**Your task:** From the first line of the entries below through the line bearing "translate:-50% -50%; white-space:nowrap;", write out each line exactly. Omit pictures.

**Data for this exercise:**
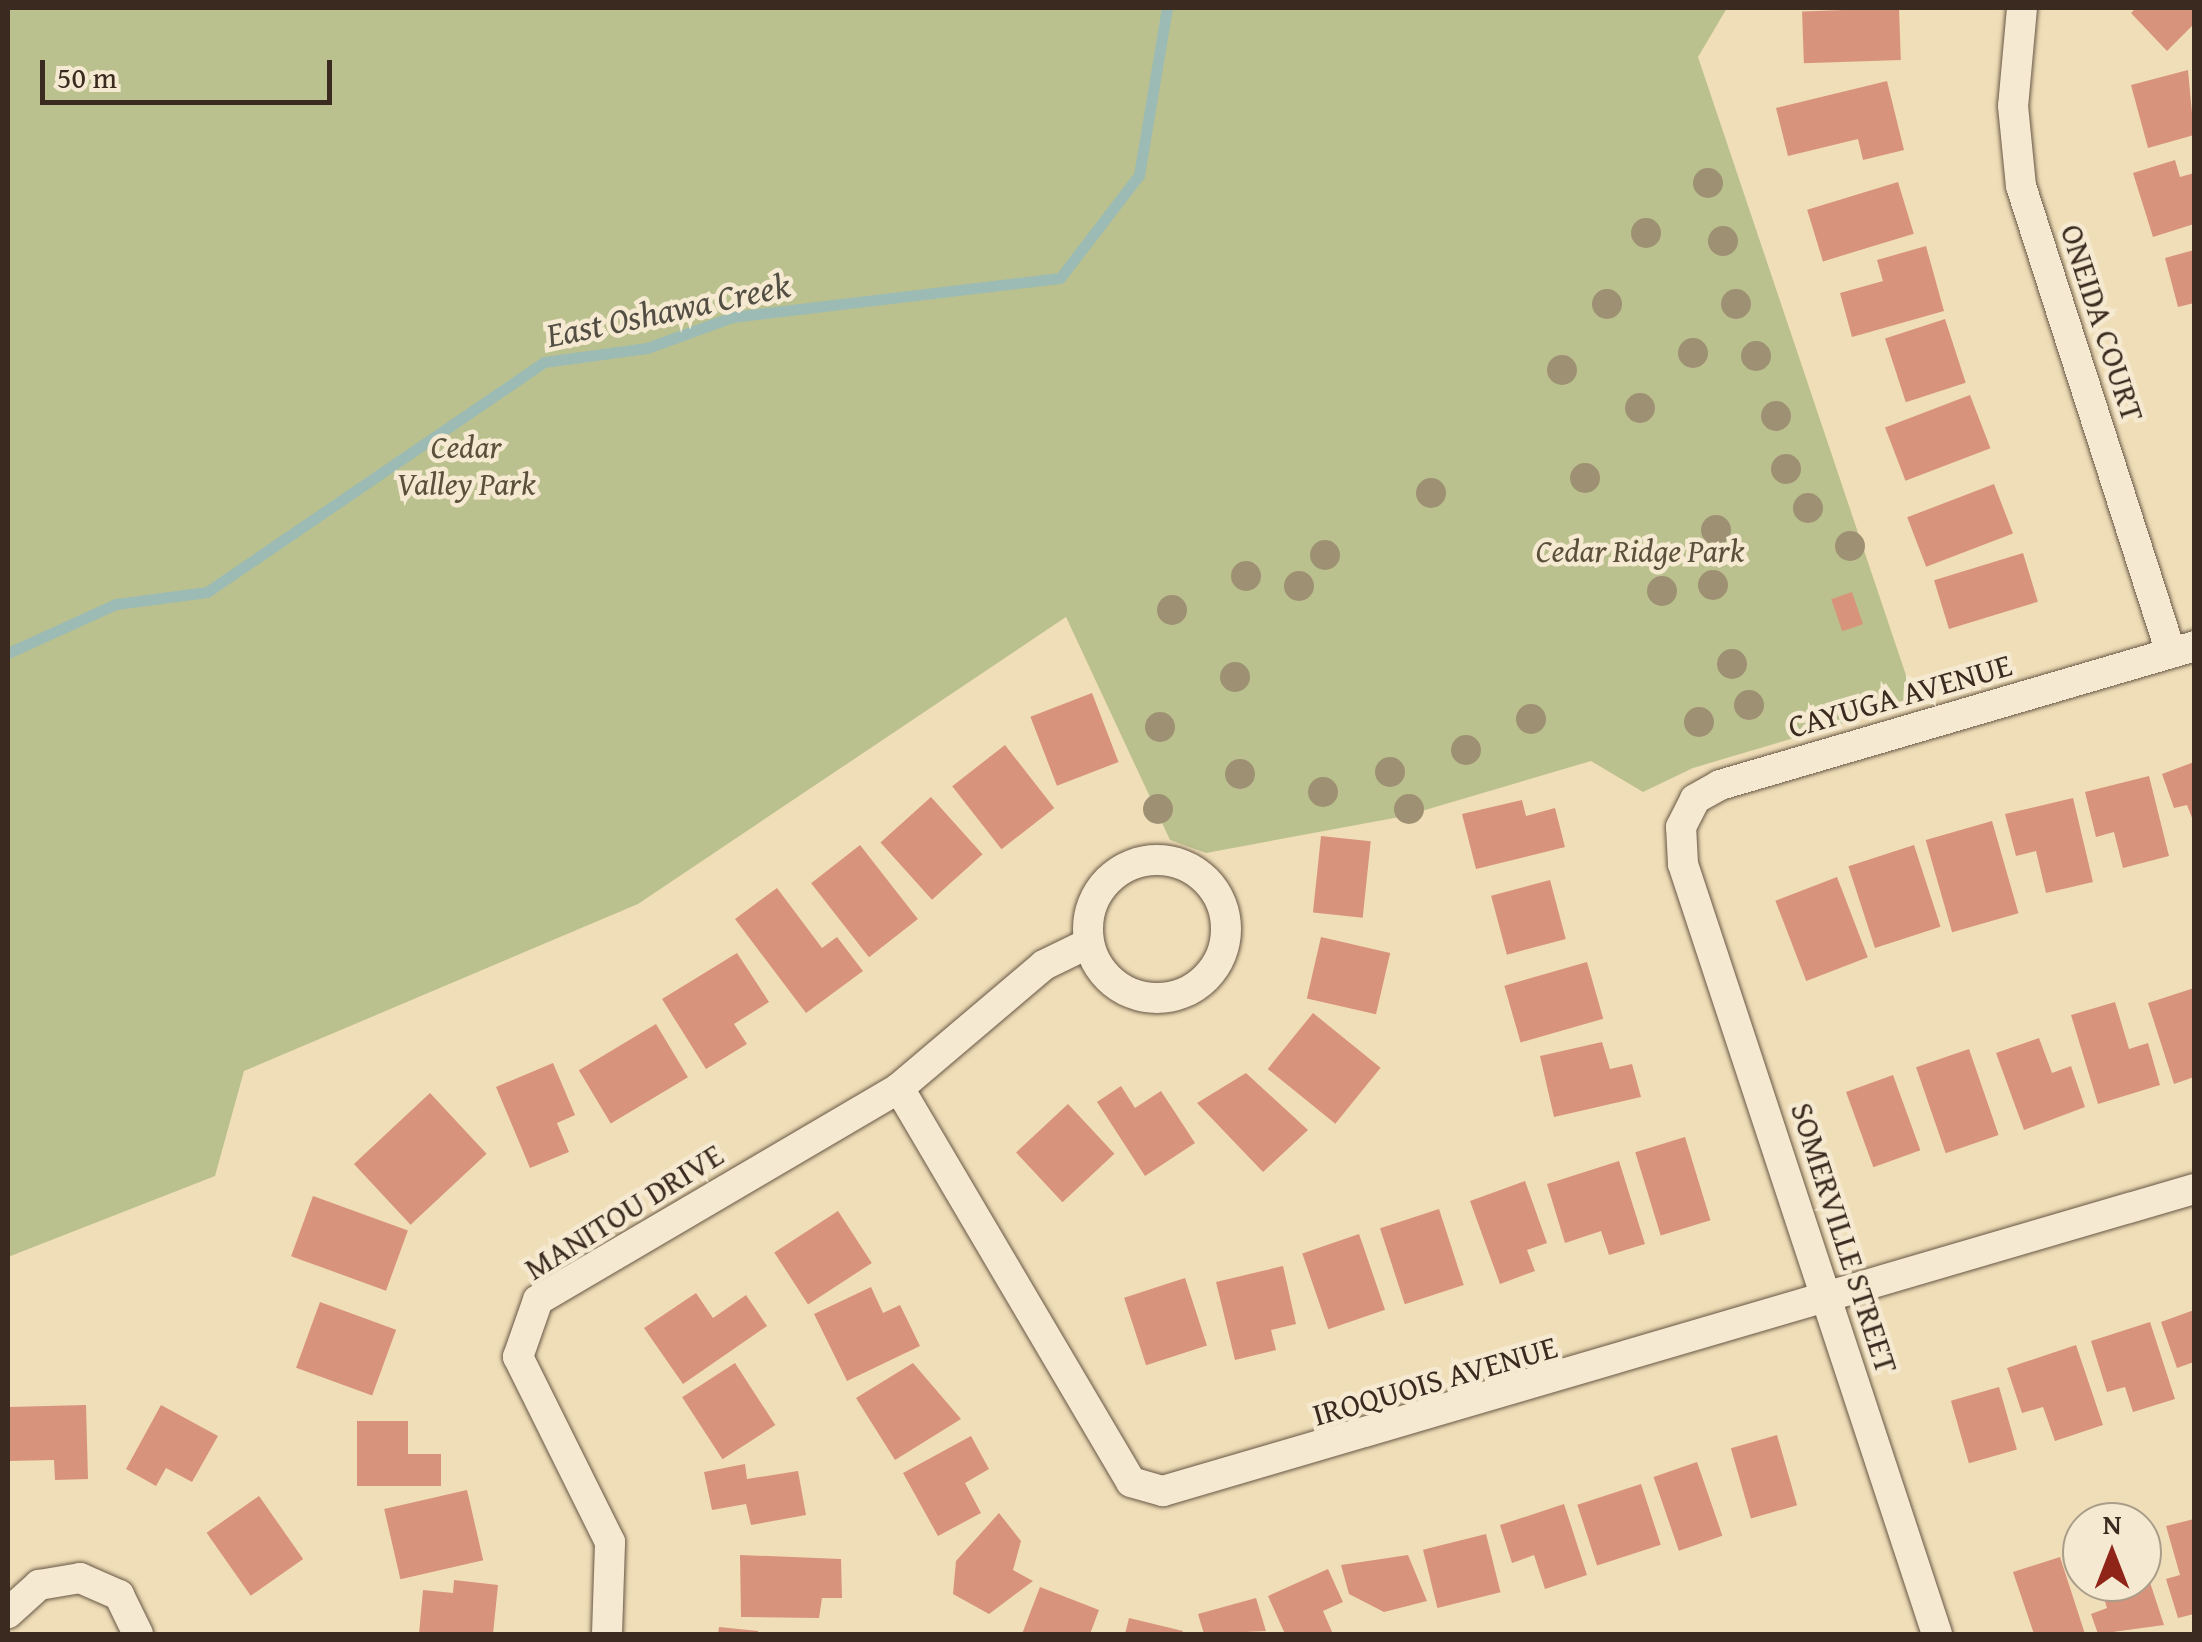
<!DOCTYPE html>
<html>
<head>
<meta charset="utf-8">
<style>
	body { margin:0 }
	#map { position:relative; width:2202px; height:1642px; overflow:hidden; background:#f0deb8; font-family:"Gentium Book Plus",serif }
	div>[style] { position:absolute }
	.green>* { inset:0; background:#bbc18e }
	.stream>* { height:11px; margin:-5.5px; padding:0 5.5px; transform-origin:5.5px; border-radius:5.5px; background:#9bbbb4 }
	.building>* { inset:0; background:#d8937d; transform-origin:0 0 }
	.roads { filter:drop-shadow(0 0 2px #685745) drop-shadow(0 0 2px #685745) }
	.minor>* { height:30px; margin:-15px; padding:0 15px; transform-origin:15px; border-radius:15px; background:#f5ead1 }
	.minor>.ring { margin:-15px; padding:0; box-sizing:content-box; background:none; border:30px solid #f5ead1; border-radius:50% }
	.trees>* { width:30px; height:30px; margin:-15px; border-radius:50%; background:#9e9073 }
	span { translate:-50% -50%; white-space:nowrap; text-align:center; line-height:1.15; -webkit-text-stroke:9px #f5ead1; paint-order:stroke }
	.street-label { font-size:32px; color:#3a2a1f }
	.park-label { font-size:32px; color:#5a503b; font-style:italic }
	.water-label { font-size:35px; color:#524e44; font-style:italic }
	.frame { position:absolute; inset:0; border:10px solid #3a2a1f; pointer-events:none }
	.north { position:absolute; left:2062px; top:1502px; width:100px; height:100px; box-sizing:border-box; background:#f5ead1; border:2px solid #aa9d8a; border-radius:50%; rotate:0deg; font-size:28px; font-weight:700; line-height:40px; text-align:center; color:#3a2a1f }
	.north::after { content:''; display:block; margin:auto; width:35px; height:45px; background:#8f2418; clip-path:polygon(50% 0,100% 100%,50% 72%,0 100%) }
	.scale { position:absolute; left:40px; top:60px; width:292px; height:45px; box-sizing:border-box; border:5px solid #3a2a1f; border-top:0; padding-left:12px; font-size:30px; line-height:35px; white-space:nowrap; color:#3a2a1f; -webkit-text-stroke:8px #f5ead1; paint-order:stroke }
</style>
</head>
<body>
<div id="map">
	<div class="green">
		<div style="clip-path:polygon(8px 8px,1727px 8px,1698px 57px,1915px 702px,1693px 768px,1643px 792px,1591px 761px,1405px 816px,1206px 853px,1170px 840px,1066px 617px,638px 904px,244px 1071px,215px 1176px,8px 1257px)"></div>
	</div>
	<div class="stream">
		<div style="left:8px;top:653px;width:119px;rotate:-24.4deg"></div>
		<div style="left:116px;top:604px;width:92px;rotate:-7.5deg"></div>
		<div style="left:207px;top:592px;width:408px;rotate:-34.3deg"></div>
		<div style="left:544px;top:362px;width:104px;rotate:-7.7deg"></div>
		<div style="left:647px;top:348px;width:90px;rotate:-20deg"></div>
		<div style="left:732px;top:317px;width:330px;rotate:-6.8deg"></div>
		<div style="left:1060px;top:278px;width:130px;rotate:-52.5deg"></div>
		<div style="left:1139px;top:175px;width:169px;rotate:-80.5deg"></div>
	</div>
	<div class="building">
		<div style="left:1899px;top:8px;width:52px;height:97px;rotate:88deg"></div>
		<div style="clip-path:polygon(2136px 8px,2194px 8px,2194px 24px,2167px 51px,2131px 13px)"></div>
		<div style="clip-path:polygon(2188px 70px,2194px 135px,2148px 148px,2131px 85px)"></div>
		<div style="clip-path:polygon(1887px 81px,1904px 150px,1863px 160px,1858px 139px,1788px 156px,1776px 108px)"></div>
		<div style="clip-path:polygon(2175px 160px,2180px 177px,2194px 173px,2194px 224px,2153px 237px,2133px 173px)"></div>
		<div style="left:1898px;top:182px;width:54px;height:95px;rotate:73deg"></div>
		<div style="clip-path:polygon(1926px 246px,1944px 311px,1852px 337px,1840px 293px,1883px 281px,1877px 260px)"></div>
		<div style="clip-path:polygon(2194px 250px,2194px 303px,2178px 307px,2165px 258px)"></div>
		<div style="left:1945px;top:319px;width:67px;height:63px;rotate:72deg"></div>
		<div style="left:1970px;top:395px;width:57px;height:91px;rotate:69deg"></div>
		<div style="left:1994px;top:484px;width:53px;height:93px;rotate:69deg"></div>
		<div style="left:2023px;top:553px;width:51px;height:93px;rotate:73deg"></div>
		<div style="left:1852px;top:592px;width:34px;height:22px;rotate:71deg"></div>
		<div style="left:1092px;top:693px;width:74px;height:66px;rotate:69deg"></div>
		<div style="left:1005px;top:745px;width:80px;height:67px;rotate:52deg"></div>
		<div style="clip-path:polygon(2194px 762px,2194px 823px,2187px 805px,2174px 808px,2162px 774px)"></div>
		<div style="clip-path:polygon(2149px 776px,2169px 856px,2123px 868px,2114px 832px,2096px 837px,2085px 792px)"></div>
		<div style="left:931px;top:797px;width:77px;height:68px;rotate:48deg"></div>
		<div style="clip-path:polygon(2073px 798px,2093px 882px,2046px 893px,2036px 851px,2016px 856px,2005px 814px)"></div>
		<div style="clip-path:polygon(1522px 800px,1526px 816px,1555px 808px,1565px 847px,1476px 869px,1462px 814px)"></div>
		<div style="left:1992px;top:821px;width:96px;height:69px;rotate:74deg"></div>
		<div style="left:1321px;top:836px;width:50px;height:77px;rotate:6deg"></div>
		<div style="left:860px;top:845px;width:94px;height:62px;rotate:52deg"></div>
		<div style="left:1914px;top:845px;width:86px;height:69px;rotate:72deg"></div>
		<div style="left:1837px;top:877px;width:86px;height:66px;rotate:69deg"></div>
		<div style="left:1550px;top:880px;width:61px;height:61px;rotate:75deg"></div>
		<div style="clip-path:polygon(777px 888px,822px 948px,837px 937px,863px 971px,806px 1013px,735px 919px)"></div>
		<div style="left:1321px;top:937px;width:71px;height:63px;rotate:13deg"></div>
		<div style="clip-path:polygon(737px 953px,769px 1002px,734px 1024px,747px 1044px,706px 1069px,662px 999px)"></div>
		<div style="left:1587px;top:962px;width:59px;height:86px;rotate:74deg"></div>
		<div style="clip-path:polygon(2194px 988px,2194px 1077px,2174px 1084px,2148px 1003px)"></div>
		<div style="clip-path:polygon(2115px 1002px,2129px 1049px,2148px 1043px,2160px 1085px,2098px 1104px,2071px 1015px)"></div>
		<div style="left:1313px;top:1013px;width:87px;height:72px;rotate:39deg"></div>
		<div style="left:656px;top:1024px;width:62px;height:90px;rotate:59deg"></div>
		<div style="clip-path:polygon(2039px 1038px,2052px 1073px,2071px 1066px,2085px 1107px,2024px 1130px,1996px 1053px)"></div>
		<div style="clip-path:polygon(1602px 1042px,1610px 1069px,1632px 1064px,1641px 1097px,1554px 1117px,1540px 1056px)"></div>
		<div style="left:1969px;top:1049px;width:91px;height:56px;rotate:71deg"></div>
		<div style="clip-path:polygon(553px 1063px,575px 1115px,557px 1123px,569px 1152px,530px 1168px,496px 1087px)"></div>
		<div style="clip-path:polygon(1246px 1073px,1308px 1130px,1263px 1172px,1197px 1103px)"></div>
		<div style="left:1893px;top:1075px;width:80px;height:50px;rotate:70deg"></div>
		<div style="clip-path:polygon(1121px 1086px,1135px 1108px,1161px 1091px,1195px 1143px,1145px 1176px,1097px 1102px)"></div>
		<div style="left:430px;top:1093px;width:83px;height:104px;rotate:47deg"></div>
		<div style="left:1068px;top:1104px;width:68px;height:71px;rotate:47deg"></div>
		<div style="left:1685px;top:1137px;width:87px;height:52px;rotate:73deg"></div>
		<div style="clip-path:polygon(1619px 1161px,1645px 1244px,1609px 1255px,1601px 1231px,1565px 1243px,1547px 1184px)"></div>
		<div style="clip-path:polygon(1525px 1181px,1547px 1243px,1527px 1250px,1535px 1271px,1500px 1284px,1470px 1201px)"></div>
		<div style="left:313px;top:1196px;width:101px;height:64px;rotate:20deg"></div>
		<div style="left:1439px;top:1209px;width:80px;height:62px;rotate:72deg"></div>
		<div style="left:838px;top:1211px;width:62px;height:76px;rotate:57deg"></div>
		<div style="left:1359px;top:1234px;width:80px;height:60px;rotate:71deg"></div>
		<div style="clip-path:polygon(1283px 1266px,1296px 1324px,1271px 1330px,1276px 1350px,1235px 1360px,1216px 1282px)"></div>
		<div style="left:1185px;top:1278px;width:71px;height:64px;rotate:72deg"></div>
		<div style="clip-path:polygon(871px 1287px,883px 1313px,900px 1305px,920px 1346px,847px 1381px,814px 1314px)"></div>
		<div style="clip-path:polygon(696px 1293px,713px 1318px,746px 1295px,767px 1326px,683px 1384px,644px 1328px)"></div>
		<div style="left:320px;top:1302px;width:81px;height:70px;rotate:20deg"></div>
		<div style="clip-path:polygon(2194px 1310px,2194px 1362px,2177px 1368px,2161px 1322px)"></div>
		<div style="clip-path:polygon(2150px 1322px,2175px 1399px,2133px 1412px,2125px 1387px,2107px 1392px,2091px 1341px)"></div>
		<div style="clip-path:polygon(2076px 1345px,2103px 1425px,2055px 1441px,2043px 1407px,2022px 1413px,2007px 1368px)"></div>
		<div style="left:735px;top:1363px;width:74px;height:63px;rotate:57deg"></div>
		<div style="clip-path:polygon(913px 1363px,961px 1419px,895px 1460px,856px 1398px)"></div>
		<div style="left:1999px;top:1387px;width:65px;height:50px;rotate:74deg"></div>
		<div style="clip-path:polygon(86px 1405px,88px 1479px,55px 1480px,54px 1460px,8px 1461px,8px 1407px)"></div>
		<div style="clip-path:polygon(161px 1405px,218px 1436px,192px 1482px,166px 1468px,156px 1486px,126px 1469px)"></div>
		<div style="clip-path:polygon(357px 1421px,408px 1421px,408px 1454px,441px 1454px,441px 1486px,357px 1486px)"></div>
		<div style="left:1777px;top:1435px;width:73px;height:48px;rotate:74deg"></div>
		<div style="clip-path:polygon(971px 1436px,989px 1469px,965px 1483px,981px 1513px,938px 1536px,903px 1473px)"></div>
		<div style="left:1697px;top:1462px;width:78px;height:46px;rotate:71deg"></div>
		<div style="clip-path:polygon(745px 1464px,747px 1479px,798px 1471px,806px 1515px,751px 1525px,746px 1504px,712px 1510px,704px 1472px)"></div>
		<div style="left:1641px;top:1484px;width:64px;height:67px;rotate:72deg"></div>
		<div style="left:467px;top:1490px;width:72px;height:85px;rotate:77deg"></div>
		<div style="left:259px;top:1496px;width:77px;height:64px;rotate:55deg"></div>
		<div style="clip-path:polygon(1564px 1504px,1587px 1575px,1545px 1589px,1534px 1555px,1512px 1563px,1500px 1525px)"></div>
		<div style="clip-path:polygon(999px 1513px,1021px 1541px,1013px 1570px,1033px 1581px,989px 1614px,953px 1594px,956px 1561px)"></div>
		<div style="clip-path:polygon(2194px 1519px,2194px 1614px,2178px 1618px,2166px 1579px,2180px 1575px,2166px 1526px)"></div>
		<div style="left:1486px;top:1534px;width:60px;height:65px;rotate:76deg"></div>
		<div style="clip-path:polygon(740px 1555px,841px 1559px,842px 1598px,822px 1598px,819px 1618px,741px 1617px)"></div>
		<div style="clip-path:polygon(1408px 1555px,1427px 1601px,1384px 1612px,1349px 1594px,1341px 1565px)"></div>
		<div style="clip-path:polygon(2060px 1557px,2085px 1634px,2034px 1634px,2013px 1572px)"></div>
		<div style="clip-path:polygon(2143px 1561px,2164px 1625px,2098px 1634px,2091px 1614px,2107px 1608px,2099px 1582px,2142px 1582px)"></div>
		<div style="clip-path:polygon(1328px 1569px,1343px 1602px,1323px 1611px,1333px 1634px,1285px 1634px,1268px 1596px)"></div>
		<div style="clip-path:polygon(454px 1580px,498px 1585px,493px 1634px,419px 1634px,423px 1590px,453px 1593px)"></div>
		<div style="clip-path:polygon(1040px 1587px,1099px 1610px,1090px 1634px,1022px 1634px)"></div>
		<div style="clip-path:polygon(1256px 1598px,1266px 1631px,1204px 1634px,1198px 1614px)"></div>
		<div style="clip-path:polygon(1129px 1618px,1183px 1631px,1182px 1634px,1125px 1634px)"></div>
		<div style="clip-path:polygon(719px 1627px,758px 1631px,758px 1634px,718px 1634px)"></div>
	</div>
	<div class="roads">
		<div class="minor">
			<div style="left:2022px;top:8px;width:98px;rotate:95.2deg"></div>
			<div style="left:2013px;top:106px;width:80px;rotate:84.3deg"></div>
			<div style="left:2021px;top:186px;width:490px;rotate:72.2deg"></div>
			<div class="ring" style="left:1088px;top:860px;width:108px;height:108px"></div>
			<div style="left:899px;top:1088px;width:457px;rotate:59.5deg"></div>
			<div style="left:1131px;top:1482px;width:33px;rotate:16deg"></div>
			<div style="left:1163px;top:1491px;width:1074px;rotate:-16.33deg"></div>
			<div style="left:8px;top:1613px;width:42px;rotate:-42.1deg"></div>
			<div style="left:39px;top:1585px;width:42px;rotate:-9.7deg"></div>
			<div style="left:80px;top:1578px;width:43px;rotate:23.6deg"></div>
			<div style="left:119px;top:1595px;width:43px;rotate:64deg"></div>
			<div style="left:607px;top:1634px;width:92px;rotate:-88.1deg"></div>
			<div style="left:610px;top:1542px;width:207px;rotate:-116.4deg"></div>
			<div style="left:518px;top:1357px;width:60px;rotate:-70.7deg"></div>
			<div style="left:538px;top:1300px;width:419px;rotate:-30.4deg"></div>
			<div style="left:899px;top:1088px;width:190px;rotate:-40.3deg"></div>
			<div style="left:1044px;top:965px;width:48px;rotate:-26deg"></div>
			<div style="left:1937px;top:1634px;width:811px;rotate:-108.26deg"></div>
			<div style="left:1683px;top:864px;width:37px;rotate:-93deg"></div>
			<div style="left:1681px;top:827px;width:31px;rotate:-63deg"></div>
			<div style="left:1695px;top:799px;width:29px;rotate:-29deg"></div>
			<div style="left:1720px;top:785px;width:494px;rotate:-16.3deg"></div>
		</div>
	</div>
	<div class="trees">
		<div style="left:1708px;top:183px"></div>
		<div style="left:1646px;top:233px"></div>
		<div style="left:1723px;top:241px"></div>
		<div style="left:1607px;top:304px"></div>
		<div style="left:1736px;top:304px"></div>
		<div style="left:1693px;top:353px"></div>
		<div style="left:1756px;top:356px"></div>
		<div style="left:1562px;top:370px"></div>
		<div style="left:1640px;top:408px"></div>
		<div style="left:1776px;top:416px"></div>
		<div style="left:1786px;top:469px"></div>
		<div style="left:1585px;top:478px"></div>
		<div style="left:1431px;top:493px"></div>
		<div style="left:1808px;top:508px"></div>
		<div style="left:1716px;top:530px"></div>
		<div style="left:1850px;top:546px"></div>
		<div style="left:1325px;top:555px"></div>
		<div style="left:1246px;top:576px"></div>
		<div style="left:1713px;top:585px"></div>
		<div style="left:1299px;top:586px"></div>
		<div style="left:1662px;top:591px"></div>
		<div style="left:1172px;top:610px"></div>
		<div style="left:1732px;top:664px"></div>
		<div style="left:1235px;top:677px"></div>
		<div style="left:1749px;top:705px"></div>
		<div style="left:1531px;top:719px"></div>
		<div style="left:1699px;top:722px"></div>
		<div style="left:1160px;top:727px"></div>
		<div style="left:1466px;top:750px"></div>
		<div style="left:1390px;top:772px"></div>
		<div style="left:1240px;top:774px"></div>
		<div style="left:1323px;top:792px"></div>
		<div style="left:1158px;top:809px"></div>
		<div style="left:1409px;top:809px"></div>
	</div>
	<div class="street-label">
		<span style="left:2102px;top:323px;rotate:72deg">ONEIDA COURT</span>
		<span style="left:1900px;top:696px;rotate:-16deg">CAYUGA AVENUE</span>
		<span style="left:624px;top:1212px;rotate:-32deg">MANITOU DRIVE</span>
		<span style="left:1844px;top:1238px;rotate:72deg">SOMERVILLE STREET</span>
		<span style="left:1435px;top:1381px;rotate:-16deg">IROQUOIS AVENUE</span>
	</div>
	<div class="park-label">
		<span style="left:466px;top:466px">Cedar<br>Valley Park</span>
		<span style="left:1640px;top:551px">Cedar Ridge Park</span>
	</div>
	<div class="water-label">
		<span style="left:668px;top:310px;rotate:-12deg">East Oshawa Creek</span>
	</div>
	<div class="frame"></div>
	<div class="north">N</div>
	<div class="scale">50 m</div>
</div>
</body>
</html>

**Response:**
<!DOCTYPE html>
<html>
<head>
<meta charset="utf-8">
<style>
	body { margin:0 }
	#map { position:relative; width:2202px; height:1642px; overflow:hidden; background:#f0deb8; font-family:"Gentium Book Plus",serif }
	div>[style] { position:absolute }
	.green>* { inset:0; background:#bbc18e }
	.stream>* { height:11px; margin:-5.5px; padding:0 5.5px; transform-origin:5.5px; border-radius:5.5px; background:#9bbbb4 }
	.building>* { inset:0; background:#d8937d; transform-origin:0 0 }
	.roads { filter:drop-shadow(0 0 2px #685745) drop-shadow(0 0 2px #685745) }
	.minor>* { height:30px; margin:-15px; padding:0 15px; transform-origin:15px; border-radius:15px; background:#f5ead1 }
	.minor>.ring { margin:-15px; padding:0; box-sizing:content-box; background:none; border:30px solid #f5ead1; border-radius:50% }
	.trees>* { width:30px; height:30px; margin:-15px; border-radius:50%; background:#9e9073 }
	span { translate:-50% -50%; white-space:nowrap; text-align:center; line-height:1.15; -webkit-text-stroke:9px #f5ead1; paint-order:stroke }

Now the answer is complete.